What to work on
Could you return every record below without changing a word?
*** Opening of Material shown ***
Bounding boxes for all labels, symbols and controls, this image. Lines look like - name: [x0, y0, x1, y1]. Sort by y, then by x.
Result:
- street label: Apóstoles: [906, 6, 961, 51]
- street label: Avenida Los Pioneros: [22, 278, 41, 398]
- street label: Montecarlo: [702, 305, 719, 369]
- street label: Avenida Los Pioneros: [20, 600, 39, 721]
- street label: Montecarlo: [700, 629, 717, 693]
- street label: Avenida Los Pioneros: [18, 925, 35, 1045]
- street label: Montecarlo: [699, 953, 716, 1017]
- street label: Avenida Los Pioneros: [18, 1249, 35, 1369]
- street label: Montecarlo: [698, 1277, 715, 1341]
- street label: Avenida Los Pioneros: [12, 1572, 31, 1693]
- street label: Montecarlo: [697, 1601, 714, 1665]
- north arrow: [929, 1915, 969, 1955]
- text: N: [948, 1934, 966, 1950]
*** Close of Material shown ***
Response for this exercise
Bounding boxes for all labels, symbols and controls, this image. Lines look like - name: [x0, y0, x1, y1]. Sort by y, then by x.
Result:
- street label: Apóstoles: [906, 6, 961, 51]
- street label: Avenida Los Pioneros: [22, 278, 41, 398]
- street label: Montecarlo: [702, 305, 719, 369]
- street label: Avenida Los Pioneros: [20, 600, 39, 721]
- street label: Montecarlo: [700, 629, 717, 693]
- street label: Avenida Los Pioneros: [18, 925, 35, 1045]
- street label: Montecarlo: [699, 953, 716, 1017]
- street label: Avenida Los Pioneros: [18, 1249, 35, 1369]
- street label: Montecarlo: [698, 1277, 715, 1341]
- street label: Avenida Los Pioneros: [12, 1572, 31, 1693]
- street label: Montecarlo: [697, 1601, 714, 1665]
- north arrow: [929, 1915, 969, 1955]
- text: N: [948, 1934, 966, 1950]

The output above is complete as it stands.